## [SOURCE MATERIAL]
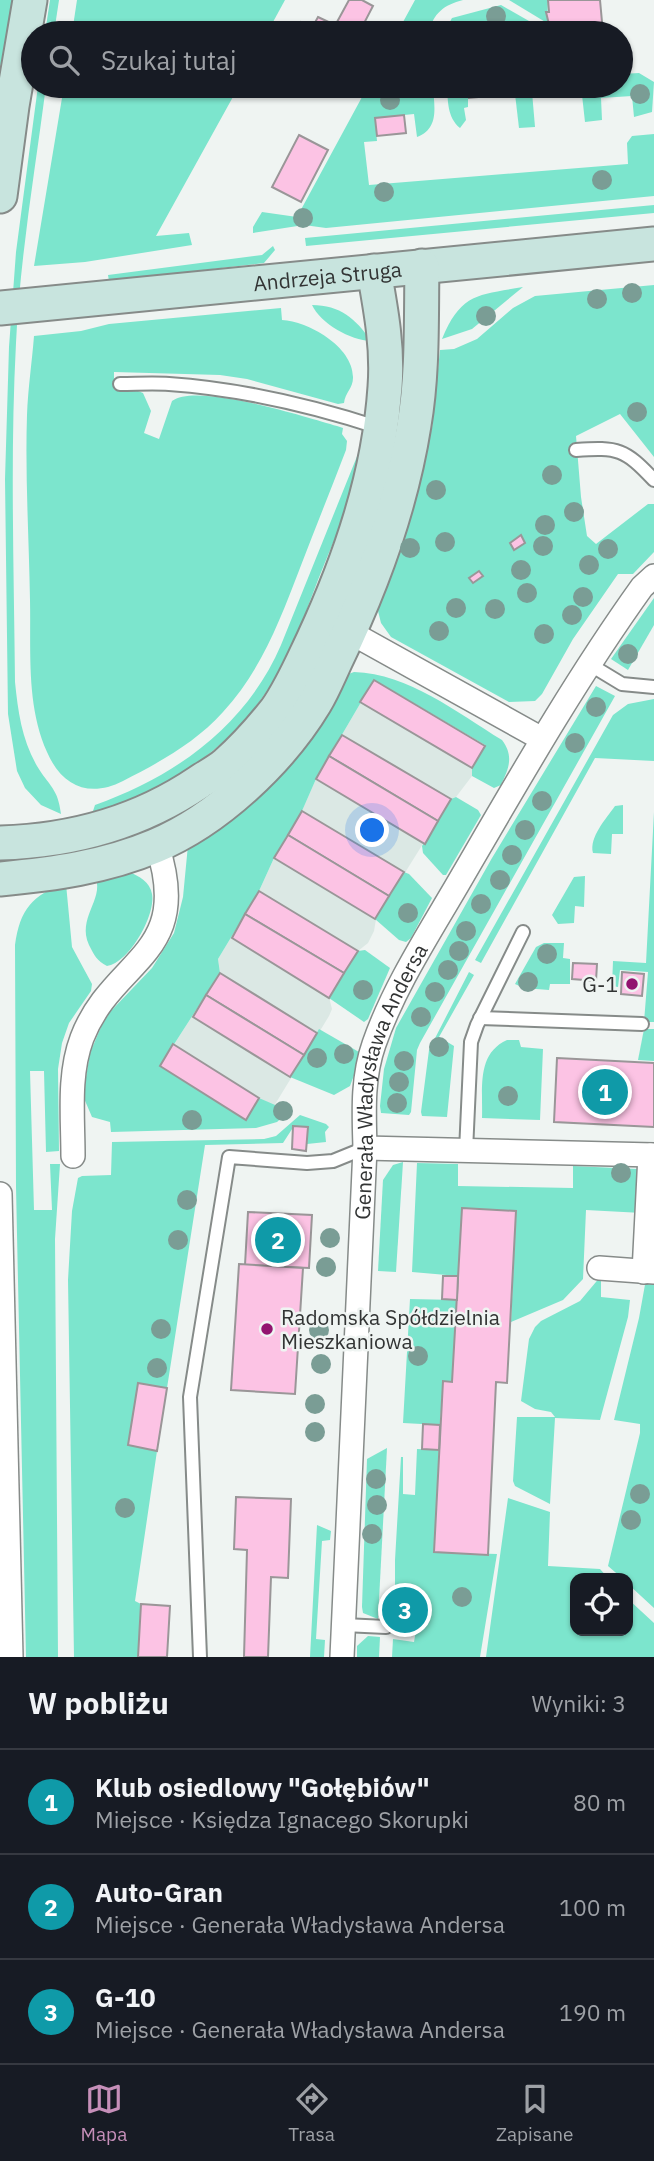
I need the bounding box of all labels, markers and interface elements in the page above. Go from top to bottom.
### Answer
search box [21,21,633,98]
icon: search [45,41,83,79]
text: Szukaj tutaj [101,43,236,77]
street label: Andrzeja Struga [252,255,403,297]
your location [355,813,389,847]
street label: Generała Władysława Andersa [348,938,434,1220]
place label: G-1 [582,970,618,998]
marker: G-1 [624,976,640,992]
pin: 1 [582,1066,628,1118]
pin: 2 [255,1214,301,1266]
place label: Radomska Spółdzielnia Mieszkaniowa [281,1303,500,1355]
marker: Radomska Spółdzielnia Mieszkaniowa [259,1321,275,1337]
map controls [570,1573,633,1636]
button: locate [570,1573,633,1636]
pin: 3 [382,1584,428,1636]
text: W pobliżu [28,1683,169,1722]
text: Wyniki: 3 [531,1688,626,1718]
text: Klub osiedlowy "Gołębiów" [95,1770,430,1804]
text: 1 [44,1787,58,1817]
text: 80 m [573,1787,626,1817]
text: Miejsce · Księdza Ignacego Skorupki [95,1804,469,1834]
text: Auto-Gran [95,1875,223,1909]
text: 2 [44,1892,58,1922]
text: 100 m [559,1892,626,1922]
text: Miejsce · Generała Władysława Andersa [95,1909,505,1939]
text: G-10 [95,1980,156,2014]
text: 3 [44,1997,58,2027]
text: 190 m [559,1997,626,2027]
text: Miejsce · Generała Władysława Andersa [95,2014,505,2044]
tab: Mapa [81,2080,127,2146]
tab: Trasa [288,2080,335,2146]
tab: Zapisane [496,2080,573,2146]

* * *

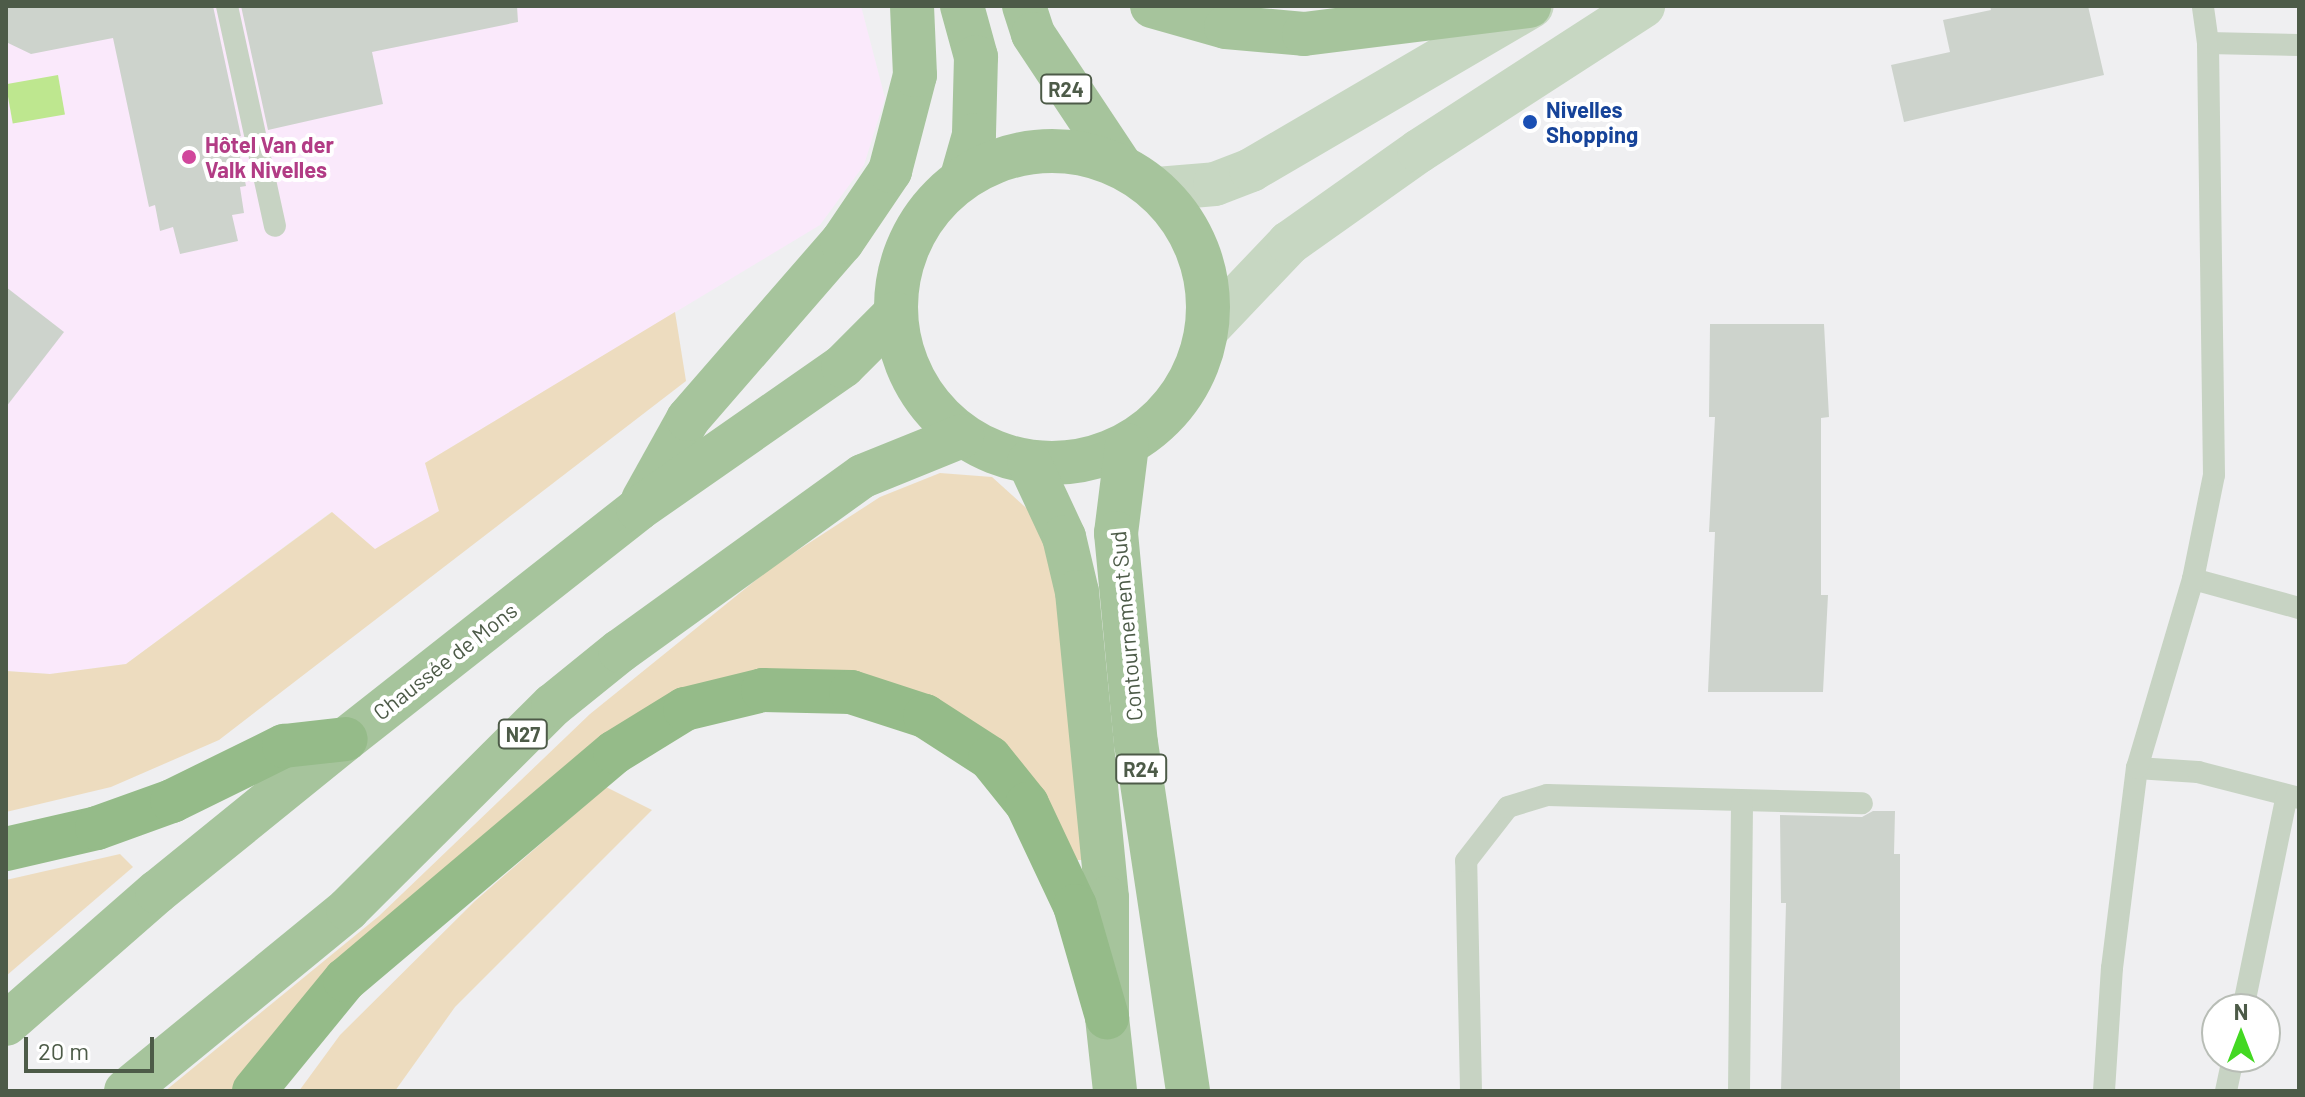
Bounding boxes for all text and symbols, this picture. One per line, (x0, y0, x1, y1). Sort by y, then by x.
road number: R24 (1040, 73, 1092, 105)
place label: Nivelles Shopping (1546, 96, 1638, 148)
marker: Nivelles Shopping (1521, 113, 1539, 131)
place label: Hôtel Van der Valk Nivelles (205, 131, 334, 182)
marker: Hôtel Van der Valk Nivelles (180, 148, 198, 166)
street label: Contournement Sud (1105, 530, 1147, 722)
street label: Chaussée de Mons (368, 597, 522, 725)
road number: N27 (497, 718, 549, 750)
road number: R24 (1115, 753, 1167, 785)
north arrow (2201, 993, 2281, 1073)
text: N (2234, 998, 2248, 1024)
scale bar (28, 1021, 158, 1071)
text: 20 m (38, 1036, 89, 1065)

...

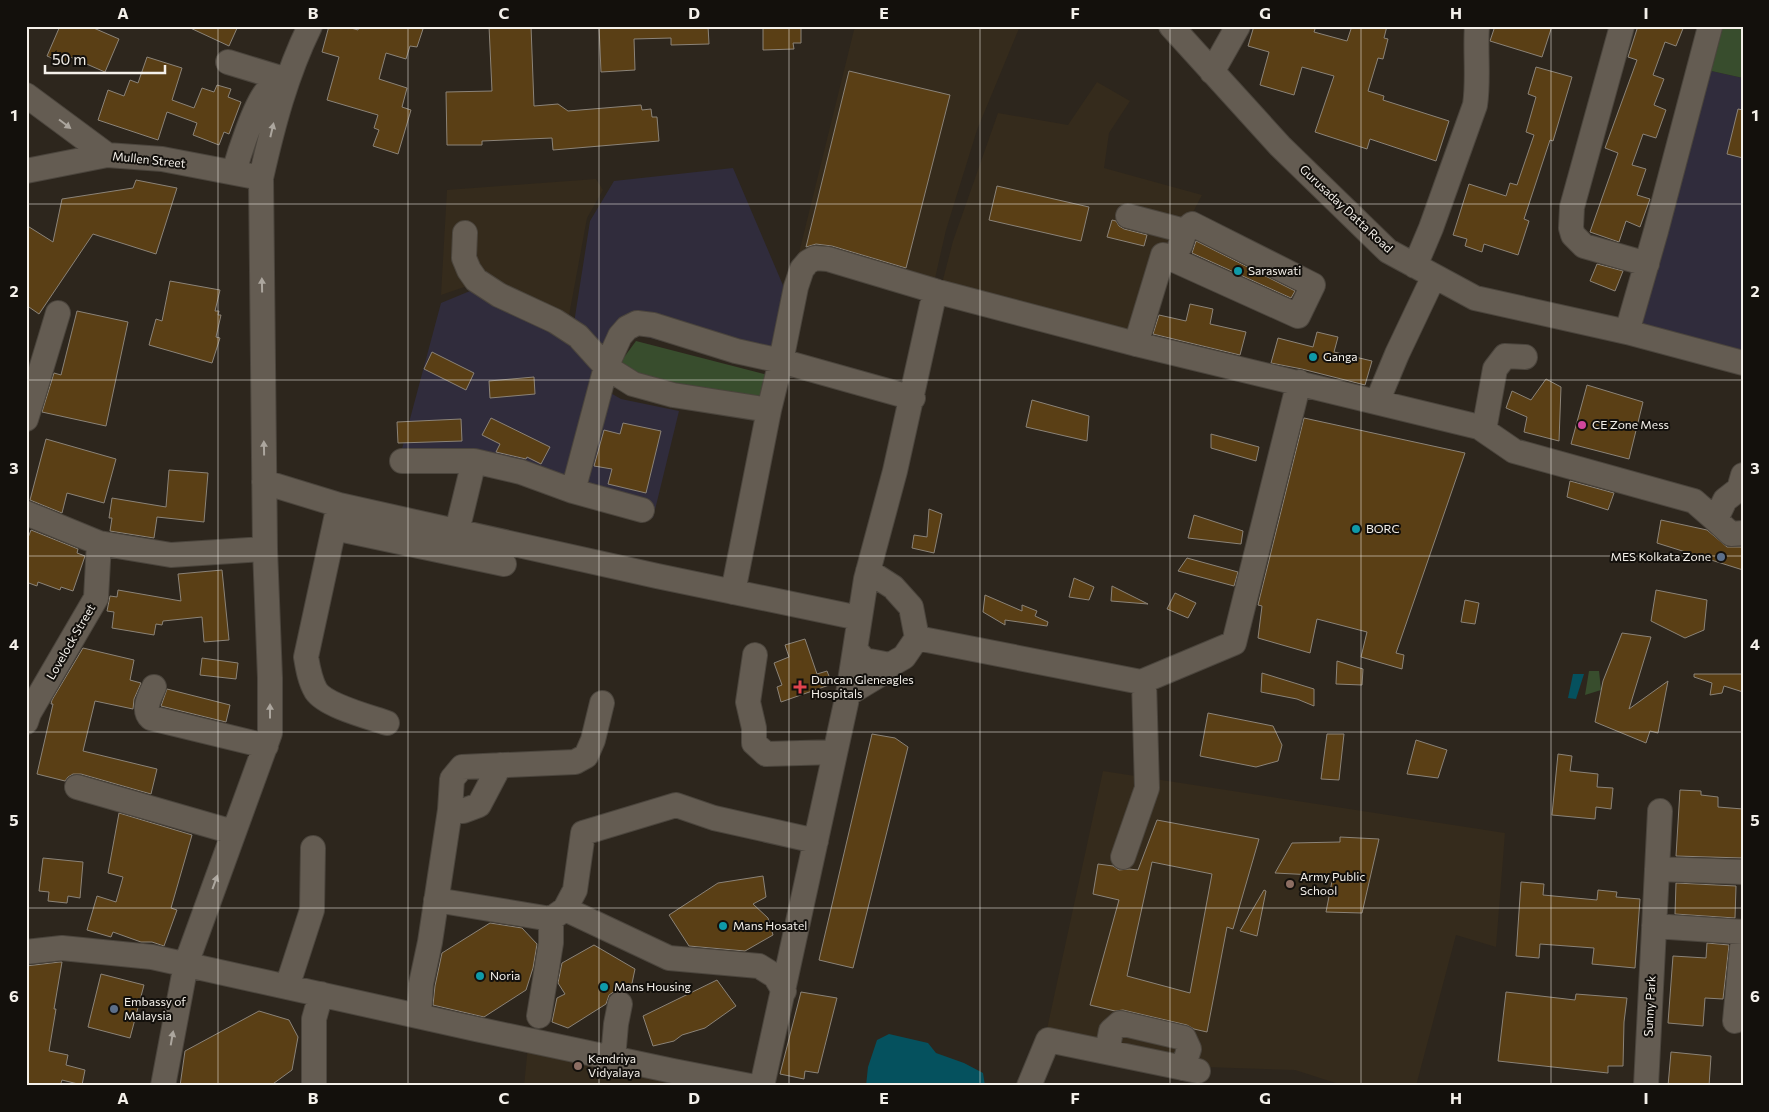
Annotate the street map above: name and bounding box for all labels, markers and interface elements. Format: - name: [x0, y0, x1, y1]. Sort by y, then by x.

## [WHAT THIS TASK INVOLVES]
In the material above, find each line that has the string "elements" and return it.

## [TASK RESULT]
I need the bounding box of all labels, markers and interface elements in the page above. Go from top to bottom.
Annotate the street map above: name and bounding box for all labels, markers and interface elements. Format: - name: [x0, y0, x1, y1]. Sort by y, then by x.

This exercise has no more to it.